◆ Saved data entries ◆
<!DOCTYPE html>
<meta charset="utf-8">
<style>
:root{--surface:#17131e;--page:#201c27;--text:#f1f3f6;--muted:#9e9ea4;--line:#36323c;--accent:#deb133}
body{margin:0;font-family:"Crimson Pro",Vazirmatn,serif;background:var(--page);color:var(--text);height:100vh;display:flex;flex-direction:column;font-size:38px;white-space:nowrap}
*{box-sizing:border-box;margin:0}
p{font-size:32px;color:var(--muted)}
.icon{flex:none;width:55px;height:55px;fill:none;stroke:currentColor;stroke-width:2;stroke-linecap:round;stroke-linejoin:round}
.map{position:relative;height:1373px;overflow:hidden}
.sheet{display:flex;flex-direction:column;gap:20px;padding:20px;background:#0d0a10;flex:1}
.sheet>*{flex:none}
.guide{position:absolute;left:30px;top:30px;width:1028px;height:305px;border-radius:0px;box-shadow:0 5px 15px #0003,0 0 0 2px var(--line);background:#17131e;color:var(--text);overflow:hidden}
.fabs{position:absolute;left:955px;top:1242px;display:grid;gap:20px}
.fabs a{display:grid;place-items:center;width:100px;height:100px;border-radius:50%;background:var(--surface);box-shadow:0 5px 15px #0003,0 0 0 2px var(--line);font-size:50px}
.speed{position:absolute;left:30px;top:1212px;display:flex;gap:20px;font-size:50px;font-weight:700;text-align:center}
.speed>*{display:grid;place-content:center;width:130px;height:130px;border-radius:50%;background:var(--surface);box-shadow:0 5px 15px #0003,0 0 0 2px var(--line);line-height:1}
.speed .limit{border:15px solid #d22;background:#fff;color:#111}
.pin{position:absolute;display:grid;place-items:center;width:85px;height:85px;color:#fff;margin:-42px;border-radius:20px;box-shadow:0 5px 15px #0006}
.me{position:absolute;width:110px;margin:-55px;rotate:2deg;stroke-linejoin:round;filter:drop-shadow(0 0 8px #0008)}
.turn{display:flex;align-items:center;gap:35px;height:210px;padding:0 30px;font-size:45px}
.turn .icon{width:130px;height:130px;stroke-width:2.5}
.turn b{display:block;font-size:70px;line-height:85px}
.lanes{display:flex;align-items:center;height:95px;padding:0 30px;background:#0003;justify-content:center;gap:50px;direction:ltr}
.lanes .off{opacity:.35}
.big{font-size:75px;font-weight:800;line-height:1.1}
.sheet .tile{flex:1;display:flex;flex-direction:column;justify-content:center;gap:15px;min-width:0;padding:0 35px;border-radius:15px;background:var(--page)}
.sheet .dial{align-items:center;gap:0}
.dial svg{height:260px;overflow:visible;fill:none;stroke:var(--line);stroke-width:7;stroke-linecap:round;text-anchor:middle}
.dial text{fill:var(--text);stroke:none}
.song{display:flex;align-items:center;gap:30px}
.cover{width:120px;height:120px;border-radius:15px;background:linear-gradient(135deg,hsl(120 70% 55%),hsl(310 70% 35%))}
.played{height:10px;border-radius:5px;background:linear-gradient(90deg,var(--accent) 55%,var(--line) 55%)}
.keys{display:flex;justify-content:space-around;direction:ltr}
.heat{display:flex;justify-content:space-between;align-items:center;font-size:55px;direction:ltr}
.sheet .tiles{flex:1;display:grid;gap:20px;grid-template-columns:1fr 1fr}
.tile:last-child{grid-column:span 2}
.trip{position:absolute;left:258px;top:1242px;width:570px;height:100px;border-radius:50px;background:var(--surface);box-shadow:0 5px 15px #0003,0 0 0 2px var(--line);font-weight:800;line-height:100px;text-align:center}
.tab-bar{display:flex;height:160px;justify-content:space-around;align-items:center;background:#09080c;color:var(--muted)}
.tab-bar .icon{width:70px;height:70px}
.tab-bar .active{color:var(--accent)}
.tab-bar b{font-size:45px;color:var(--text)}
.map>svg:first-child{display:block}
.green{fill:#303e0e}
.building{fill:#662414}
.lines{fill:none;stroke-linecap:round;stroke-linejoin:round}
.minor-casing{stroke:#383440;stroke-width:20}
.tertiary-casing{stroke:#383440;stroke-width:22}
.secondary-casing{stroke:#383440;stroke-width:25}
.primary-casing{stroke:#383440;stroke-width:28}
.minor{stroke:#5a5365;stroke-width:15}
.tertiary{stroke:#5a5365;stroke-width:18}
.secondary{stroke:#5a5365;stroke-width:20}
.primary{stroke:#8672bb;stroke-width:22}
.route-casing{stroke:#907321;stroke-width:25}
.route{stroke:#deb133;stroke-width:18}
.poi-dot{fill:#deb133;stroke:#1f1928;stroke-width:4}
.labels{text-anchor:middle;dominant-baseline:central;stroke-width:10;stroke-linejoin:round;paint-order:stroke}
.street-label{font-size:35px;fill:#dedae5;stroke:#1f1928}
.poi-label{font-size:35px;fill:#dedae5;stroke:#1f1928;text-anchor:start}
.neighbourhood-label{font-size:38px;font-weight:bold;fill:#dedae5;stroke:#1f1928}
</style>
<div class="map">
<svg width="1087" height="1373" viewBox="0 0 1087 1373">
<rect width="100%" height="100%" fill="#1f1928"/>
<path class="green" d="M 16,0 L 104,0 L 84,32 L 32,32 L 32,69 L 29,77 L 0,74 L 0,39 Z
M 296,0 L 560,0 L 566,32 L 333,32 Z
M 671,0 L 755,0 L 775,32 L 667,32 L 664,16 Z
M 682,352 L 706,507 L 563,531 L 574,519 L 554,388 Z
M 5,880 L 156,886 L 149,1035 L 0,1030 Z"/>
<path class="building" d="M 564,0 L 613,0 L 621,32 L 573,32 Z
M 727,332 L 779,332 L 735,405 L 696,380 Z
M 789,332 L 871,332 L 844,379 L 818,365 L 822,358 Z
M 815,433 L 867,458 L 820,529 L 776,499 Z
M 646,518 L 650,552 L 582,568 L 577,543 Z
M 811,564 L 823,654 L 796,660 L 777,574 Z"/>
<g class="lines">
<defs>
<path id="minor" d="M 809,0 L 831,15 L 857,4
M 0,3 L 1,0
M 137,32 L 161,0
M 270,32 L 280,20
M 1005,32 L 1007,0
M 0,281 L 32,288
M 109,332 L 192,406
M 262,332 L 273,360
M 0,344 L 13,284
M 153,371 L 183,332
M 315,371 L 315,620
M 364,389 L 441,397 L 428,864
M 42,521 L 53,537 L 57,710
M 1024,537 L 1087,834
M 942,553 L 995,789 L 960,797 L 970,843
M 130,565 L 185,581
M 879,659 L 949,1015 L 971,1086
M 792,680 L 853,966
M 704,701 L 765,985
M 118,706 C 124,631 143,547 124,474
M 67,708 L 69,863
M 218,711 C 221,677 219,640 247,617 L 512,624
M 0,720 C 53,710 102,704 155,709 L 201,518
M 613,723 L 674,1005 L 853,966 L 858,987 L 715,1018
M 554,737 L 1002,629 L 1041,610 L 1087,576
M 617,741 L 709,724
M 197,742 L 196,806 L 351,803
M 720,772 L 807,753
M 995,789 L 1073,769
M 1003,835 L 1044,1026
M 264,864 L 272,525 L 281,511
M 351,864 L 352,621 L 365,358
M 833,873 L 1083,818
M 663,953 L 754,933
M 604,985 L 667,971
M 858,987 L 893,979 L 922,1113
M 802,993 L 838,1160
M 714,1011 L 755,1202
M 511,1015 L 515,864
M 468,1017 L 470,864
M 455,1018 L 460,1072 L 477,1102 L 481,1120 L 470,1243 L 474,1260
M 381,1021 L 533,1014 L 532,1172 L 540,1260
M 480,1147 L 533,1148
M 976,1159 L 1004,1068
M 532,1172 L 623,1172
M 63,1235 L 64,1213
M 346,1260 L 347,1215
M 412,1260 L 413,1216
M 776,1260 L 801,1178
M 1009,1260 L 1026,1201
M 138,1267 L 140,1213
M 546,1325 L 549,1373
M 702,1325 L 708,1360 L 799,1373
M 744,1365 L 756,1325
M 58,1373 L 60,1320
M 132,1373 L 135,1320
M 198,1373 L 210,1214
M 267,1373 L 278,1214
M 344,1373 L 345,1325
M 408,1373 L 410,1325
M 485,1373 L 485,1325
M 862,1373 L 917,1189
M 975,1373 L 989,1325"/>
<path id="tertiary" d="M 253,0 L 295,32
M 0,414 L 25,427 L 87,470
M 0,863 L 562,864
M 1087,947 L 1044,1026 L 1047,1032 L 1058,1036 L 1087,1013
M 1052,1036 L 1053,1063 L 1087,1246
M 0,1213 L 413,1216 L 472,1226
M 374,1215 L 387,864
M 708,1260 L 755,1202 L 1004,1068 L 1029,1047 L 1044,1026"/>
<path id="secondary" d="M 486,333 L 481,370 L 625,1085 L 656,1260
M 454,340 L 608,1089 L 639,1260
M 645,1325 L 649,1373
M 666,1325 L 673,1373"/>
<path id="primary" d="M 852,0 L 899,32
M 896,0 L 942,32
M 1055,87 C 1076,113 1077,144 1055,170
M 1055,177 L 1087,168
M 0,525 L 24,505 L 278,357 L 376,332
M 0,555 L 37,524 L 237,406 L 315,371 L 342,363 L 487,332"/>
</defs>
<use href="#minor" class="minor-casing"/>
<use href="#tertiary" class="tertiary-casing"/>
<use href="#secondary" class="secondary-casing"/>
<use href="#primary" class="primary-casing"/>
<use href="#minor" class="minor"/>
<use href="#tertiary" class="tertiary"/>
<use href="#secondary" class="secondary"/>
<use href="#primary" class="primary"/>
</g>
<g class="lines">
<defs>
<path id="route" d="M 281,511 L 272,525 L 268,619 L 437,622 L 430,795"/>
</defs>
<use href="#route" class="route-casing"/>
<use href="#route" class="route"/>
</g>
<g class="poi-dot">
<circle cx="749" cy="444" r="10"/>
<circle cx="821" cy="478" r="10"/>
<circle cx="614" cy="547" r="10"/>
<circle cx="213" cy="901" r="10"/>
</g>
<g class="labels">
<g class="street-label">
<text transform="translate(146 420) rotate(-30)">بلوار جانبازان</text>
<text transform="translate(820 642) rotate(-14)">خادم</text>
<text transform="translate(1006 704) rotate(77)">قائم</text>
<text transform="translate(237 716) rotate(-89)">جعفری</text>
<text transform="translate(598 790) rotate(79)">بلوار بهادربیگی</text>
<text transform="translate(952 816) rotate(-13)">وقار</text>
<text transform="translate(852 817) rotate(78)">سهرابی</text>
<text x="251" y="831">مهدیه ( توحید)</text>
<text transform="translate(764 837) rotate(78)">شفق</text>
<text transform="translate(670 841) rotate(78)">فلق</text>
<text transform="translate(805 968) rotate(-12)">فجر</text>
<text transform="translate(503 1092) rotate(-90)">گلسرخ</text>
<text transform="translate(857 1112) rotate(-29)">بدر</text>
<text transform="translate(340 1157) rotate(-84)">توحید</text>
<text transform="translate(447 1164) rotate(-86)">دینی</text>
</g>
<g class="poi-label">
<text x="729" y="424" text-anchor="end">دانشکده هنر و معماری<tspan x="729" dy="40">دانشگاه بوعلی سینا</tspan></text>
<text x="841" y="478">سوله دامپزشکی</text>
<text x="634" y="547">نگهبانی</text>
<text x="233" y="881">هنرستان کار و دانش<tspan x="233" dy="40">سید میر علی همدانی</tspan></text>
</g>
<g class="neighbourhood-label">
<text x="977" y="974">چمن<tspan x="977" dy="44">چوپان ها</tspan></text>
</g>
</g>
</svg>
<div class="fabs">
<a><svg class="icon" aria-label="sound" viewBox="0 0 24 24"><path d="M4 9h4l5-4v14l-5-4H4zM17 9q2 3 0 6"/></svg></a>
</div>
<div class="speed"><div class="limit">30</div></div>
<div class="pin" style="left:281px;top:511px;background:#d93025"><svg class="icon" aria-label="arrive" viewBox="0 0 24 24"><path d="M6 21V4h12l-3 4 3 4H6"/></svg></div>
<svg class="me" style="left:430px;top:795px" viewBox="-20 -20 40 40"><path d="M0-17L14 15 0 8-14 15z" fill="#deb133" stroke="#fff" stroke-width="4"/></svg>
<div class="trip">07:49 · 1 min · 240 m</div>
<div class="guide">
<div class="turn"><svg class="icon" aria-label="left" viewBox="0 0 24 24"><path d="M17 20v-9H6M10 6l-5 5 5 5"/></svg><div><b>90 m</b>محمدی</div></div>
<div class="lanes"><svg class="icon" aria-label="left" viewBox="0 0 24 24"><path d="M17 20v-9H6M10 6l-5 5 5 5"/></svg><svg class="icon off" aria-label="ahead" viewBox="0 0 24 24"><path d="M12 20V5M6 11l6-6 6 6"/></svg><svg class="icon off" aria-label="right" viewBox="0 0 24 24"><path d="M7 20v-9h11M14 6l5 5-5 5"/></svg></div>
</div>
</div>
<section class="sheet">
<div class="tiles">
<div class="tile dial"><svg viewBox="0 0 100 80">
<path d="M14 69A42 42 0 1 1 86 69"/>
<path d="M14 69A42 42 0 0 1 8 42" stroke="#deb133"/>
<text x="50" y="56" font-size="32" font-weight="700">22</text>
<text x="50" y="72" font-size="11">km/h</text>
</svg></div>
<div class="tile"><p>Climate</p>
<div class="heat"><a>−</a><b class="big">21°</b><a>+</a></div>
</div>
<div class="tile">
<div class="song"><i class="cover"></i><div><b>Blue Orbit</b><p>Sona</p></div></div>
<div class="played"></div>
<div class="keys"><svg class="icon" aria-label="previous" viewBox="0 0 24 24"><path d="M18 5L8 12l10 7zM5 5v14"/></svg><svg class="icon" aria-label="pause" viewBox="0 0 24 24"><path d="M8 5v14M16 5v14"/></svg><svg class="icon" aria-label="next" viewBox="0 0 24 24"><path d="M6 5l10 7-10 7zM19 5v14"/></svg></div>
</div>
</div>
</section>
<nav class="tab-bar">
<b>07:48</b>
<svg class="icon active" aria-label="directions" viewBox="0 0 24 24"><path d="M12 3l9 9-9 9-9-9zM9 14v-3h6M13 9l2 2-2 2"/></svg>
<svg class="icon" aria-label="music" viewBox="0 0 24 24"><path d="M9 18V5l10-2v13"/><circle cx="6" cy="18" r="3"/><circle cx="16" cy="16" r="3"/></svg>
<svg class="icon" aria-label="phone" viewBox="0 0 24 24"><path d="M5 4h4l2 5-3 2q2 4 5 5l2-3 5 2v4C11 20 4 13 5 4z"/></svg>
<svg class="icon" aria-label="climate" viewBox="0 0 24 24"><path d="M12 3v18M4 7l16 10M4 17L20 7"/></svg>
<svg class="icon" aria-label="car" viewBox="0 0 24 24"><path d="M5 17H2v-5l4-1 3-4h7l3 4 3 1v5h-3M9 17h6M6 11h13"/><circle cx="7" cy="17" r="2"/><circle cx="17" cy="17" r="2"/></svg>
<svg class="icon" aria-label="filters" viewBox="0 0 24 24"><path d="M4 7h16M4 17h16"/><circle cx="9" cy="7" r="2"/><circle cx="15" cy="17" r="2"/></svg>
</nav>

◆ What to produce ◆
Wherever a line of the records above contains the string "tertiary", copy that line out.

◆ Completed exercise ◆
.tertiary-casing{stroke:#383440;stroke-width:22}
.tertiary{stroke:#5a5365;stroke-width:18}
<path id="tertiary" d="M 253,0 L 295,32
<use href="#tertiary" class="tertiary-casing"/>
<use href="#tertiary" class="tertiary"/>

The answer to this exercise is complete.